WORK ORDER:
Could you please retype all of the entries exactly as they appear?
⁂
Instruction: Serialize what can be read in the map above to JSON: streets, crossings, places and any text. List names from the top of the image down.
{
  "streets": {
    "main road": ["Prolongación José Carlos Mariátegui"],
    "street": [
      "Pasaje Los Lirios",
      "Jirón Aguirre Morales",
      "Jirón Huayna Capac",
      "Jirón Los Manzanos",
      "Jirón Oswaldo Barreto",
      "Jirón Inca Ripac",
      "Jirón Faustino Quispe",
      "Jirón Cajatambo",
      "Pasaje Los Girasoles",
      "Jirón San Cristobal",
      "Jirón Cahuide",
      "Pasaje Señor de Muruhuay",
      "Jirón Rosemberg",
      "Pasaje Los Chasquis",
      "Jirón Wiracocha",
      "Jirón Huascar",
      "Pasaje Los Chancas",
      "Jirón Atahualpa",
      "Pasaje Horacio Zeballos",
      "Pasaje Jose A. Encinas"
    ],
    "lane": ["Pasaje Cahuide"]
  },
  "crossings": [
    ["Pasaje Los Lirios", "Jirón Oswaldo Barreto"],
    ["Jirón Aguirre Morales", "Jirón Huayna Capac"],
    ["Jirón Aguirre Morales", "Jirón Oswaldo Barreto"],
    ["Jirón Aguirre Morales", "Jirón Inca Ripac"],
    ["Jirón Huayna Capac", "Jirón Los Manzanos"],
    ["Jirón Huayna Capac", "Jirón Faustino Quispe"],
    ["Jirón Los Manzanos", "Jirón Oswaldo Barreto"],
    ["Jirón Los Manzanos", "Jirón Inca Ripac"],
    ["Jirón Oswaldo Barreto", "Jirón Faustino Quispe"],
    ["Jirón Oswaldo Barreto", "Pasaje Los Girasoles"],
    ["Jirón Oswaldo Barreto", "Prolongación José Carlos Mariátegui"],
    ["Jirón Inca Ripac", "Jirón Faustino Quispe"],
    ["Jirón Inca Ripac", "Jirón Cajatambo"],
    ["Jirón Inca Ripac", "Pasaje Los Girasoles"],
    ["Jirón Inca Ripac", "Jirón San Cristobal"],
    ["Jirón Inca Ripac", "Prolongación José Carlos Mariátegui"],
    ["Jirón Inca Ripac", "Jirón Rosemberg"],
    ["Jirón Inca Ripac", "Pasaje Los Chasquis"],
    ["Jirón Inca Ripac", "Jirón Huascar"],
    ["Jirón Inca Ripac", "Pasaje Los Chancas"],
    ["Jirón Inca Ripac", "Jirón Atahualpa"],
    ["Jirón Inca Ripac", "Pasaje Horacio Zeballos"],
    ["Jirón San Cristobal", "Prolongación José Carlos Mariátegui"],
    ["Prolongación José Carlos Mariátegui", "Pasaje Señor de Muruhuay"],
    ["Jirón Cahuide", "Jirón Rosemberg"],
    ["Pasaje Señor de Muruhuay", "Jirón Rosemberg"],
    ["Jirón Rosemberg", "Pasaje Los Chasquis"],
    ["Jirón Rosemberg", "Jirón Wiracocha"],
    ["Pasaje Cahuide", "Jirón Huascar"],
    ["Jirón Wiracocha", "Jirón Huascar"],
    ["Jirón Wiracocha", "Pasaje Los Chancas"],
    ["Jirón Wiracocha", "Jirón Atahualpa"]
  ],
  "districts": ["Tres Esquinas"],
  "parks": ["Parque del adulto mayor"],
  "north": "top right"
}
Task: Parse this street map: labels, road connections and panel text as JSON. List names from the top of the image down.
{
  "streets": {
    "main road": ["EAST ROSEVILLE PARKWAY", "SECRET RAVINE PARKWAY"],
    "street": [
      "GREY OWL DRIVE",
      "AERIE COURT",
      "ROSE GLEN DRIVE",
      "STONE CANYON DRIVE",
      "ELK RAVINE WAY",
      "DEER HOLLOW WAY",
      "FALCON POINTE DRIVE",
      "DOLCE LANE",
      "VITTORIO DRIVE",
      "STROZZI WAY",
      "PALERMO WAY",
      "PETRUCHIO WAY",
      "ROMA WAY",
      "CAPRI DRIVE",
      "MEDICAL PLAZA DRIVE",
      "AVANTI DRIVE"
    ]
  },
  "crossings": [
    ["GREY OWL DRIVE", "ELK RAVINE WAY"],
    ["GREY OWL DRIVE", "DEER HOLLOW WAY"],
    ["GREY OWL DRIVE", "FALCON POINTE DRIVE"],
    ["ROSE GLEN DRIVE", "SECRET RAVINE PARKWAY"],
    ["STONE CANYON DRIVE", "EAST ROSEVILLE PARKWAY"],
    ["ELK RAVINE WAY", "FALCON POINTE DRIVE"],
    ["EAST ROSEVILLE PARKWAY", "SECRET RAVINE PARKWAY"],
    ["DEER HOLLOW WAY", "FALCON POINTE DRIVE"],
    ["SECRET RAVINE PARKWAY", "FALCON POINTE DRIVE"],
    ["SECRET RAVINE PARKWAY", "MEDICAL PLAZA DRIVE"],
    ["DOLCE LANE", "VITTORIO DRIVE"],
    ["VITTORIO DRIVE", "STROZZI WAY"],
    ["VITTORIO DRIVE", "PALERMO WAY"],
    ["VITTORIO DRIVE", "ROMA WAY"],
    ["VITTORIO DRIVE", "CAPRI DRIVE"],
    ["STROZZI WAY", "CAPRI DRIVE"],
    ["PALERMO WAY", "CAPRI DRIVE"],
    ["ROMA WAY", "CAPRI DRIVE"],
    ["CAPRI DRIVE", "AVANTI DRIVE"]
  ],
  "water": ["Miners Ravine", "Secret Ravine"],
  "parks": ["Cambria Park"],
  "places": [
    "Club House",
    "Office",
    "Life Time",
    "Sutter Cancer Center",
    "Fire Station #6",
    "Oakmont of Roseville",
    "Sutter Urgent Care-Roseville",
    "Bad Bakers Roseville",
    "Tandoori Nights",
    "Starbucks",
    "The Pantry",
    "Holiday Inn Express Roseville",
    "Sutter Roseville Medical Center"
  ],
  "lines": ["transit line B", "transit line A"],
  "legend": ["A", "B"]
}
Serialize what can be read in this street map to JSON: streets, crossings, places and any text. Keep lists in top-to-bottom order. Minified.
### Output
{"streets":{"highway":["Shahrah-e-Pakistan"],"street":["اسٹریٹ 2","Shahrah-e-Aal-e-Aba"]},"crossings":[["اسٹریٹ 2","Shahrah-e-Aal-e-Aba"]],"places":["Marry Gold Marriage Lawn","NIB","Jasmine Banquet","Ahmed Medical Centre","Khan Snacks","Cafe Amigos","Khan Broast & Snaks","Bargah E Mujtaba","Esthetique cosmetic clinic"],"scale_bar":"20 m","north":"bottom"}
⁂
WRITTEN SOLUTION:
Instruction: Serialize what can be read in the map above to JSON: streets, crossings, places and any text. List names from the top of the image down.
{
  "streets": {
    "main road": ["Prolongación José Carlos Mariátegui"],
    "street": [
      "Pasaje Los Lirios",
      "Jirón Aguirre Morales",
      "Jirón Huayna Capac",
      "Jirón Los Manzanos",
      "Jirón Oswaldo Barreto",
      "Jirón Inca Ripac",
      "Jirón Faustino Quispe",
      "Jirón Cajatambo",
      "Pasaje Los Girasoles",
      "Jirón San Cristobal",
      "Jirón Cahuide",
      "Pasaje Señor de Muruhuay",
      "Jirón Rosemberg",
      "Pasaje Los Chasquis",
      "Jirón Wiracocha",
      "Jirón Huascar",
      "Pasaje Los Chancas",
      "Jirón Atahualpa",
      "Pasaje Horacio Zeballos",
      "Pasaje Jose A. Encinas"
    ],
    "lane": ["Pasaje Cahuide"]
  },
  "crossings": [
    ["Pasaje Los Lirios", "Jirón Oswaldo Barreto"],
    ["Jirón Aguirre Morales", "Jirón Huayna Capac"],
    ["Jirón Aguirre Morales", "Jirón Oswaldo Barreto"],
    ["Jirón Aguirre Morales", "Jirón Inca Ripac"],
    ["Jirón Huayna Capac", "Jirón Los Manzanos"],
    ["Jirón Huayna Capac", "Jirón Faustino Quispe"],
    ["Jirón Los Manzanos", "Jirón Oswaldo Barreto"],
    ["Jirón Los Manzanos", "Jirón Inca Ripac"],
    ["Jirón Oswaldo Barreto", "Jirón Faustino Quispe"],
    ["Jirón Oswaldo Barreto", "Pasaje Los Girasoles"],
    ["Jirón Oswaldo Barreto", "Prolongación José Carlos Mariátegui"],
    ["Jirón Inca Ripac", "Jirón Faustino Quispe"],
    ["Jirón Inca Ripac", "Jirón Cajatambo"],
    ["Jirón Inca Ripac", "Pasaje Los Girasoles"],
    ["Jirón Inca Ripac", "Jirón San Cristobal"],
    ["Jirón Inca Ripac", "Prolongación José Carlos Mariátegui"],
    ["Jirón Inca Ripac", "Jirón Rosemberg"],
    ["Jirón Inca Ripac", "Pasaje Los Chasquis"],
    ["Jirón Inca Ripac", "Jirón Huascar"],
    ["Jirón Inca Ripac", "Pasaje Los Chancas"],
    ["Jirón Inca Ripac", "Jirón Atahualpa"],
    ["Jirón Inca Ripac", "Pasaje Horacio Zeballos"],
    ["Jirón San Cristobal", "Prolongación José Carlos Mariátegui"],
    ["Prolongación José Carlos Mariátegui", "Pasaje Señor de Muruhuay"],
    ["Jirón Cahuide", "Jirón Rosemberg"],
    ["Pasaje Señor de Muruhuay", "Jirón Rosemberg"],
    ["Jirón Rosemberg", "Pasaje Los Chasquis"],
    ["Jirón Rosemberg", "Jirón Wiracocha"],
    ["Pasaje Cahuide", "Jirón Huascar"],
    ["Jirón Wiracocha", "Jirón Huascar"],
    ["Jirón Wiracocha", "Pasaje Los Chancas"],
    ["Jirón Wiracocha", "Jirón Atahualpa"]
  ],
  "districts": ["Tres Esquinas"],
  "parks": ["Parque del adulto mayor"],
  "north": "top right"
}
Task: Parse this street map: labels, road connections and panel text as JSON. List names from the top of the image down.
{
  "streets": {
    "main road": ["EAST ROSEVILLE PARKWAY", "SECRET RAVINE PARKWAY"],
    "street": [
      "GREY OWL DRIVE",
      "AERIE COURT",
      "ROSE GLEN DRIVE",
      "STONE CANYON DRIVE",
      "ELK RAVINE WAY",
      "DEER HOLLOW WAY",
      "FALCON POINTE DRIVE",
      "DOLCE LANE",
      "VITTORIO DRIVE",
      "STROZZI WAY",
      "PALERMO WAY",
      "PETRUCHIO WAY",
      "ROMA WAY",
      "CAPRI DRIVE",
      "MEDICAL PLAZA DRIVE",
      "AVANTI DRIVE"
    ]
  },
  "crossings": [
    ["GREY OWL DRIVE", "ELK RAVINE WAY"],
    ["GREY OWL DRIVE", "DEER HOLLOW WAY"],
    ["GREY OWL DRIVE", "FALCON POINTE DRIVE"],
    ["ROSE GLEN DRIVE", "SECRET RAVINE PARKWAY"],
    ["STONE CANYON DRIVE", "EAST ROSEVILLE PARKWAY"],
    ["ELK RAVINE WAY", "FALCON POINTE DRIVE"],
    ["EAST ROSEVILLE PARKWAY", "SECRET RAVINE PARKWAY"],
    ["DEER HOLLOW WAY", "FALCON POINTE DRIVE"],
    ["SECRET RAVINE PARKWAY", "FALCON POINTE DRIVE"],
    ["SECRET RAVINE PARKWAY", "MEDICAL PLAZA DRIVE"],
    ["DOLCE LANE", "VITTORIO DRIVE"],
    ["VITTORIO DRIVE", "STROZZI WAY"],
    ["VITTORIO DRIVE", "PALERMO WAY"],
    ["VITTORIO DRIVE", "ROMA WAY"],
    ["VITTORIO DRIVE", "CAPRI DRIVE"],
    ["STROZZI WAY", "CAPRI DRIVE"],
    ["PALERMO WAY", "CAPRI DRIVE"],
    ["ROMA WAY", "CAPRI DRIVE"],
    ["CAPRI DRIVE", "AVANTI DRIVE"]
  ],
  "water": ["Miners Ravine", "Secret Ravine"],
  "parks": ["Cambria Park"],
  "places": [
    "Club House",
    "Office",
    "Life Time",
    "Sutter Cancer Center",
    "Fire Station #6",
    "Oakmont of Roseville",
    "Sutter Urgent Care-Roseville",
    "Bad Bakers Roseville",
    "Tandoori Nights",
    "Starbucks",
    "The Pantry",
    "Holiday Inn Express Roseville",
    "Sutter Roseville Medical Center"
  ],
  "lines": ["transit line B", "transit line A"],
  "legend": ["A", "B"]
}
Serialize what can be read in this street map to JSON: streets, crossings, places and any text. Keep lists in top-to-bottom order. Minified.
### Output
{"streets":{"highway":["Shahrah-e-Pakistan"],"street":["اسٹریٹ 2","Shahrah-e-Aal-e-Aba"]},"crossings":[["اسٹریٹ 2","Shahrah-e-Aal-e-Aba"]],"places":["Marry Gold Marriage Lawn","NIB","Jasmine Banquet","Ahmed Medical Centre","Khan Snacks","Cafe Amigos","Khan Broast & Snaks","Bargah E Mujtaba","Esthetique cosmetic clinic"],"scale_bar":"20 m","north":"bottom"}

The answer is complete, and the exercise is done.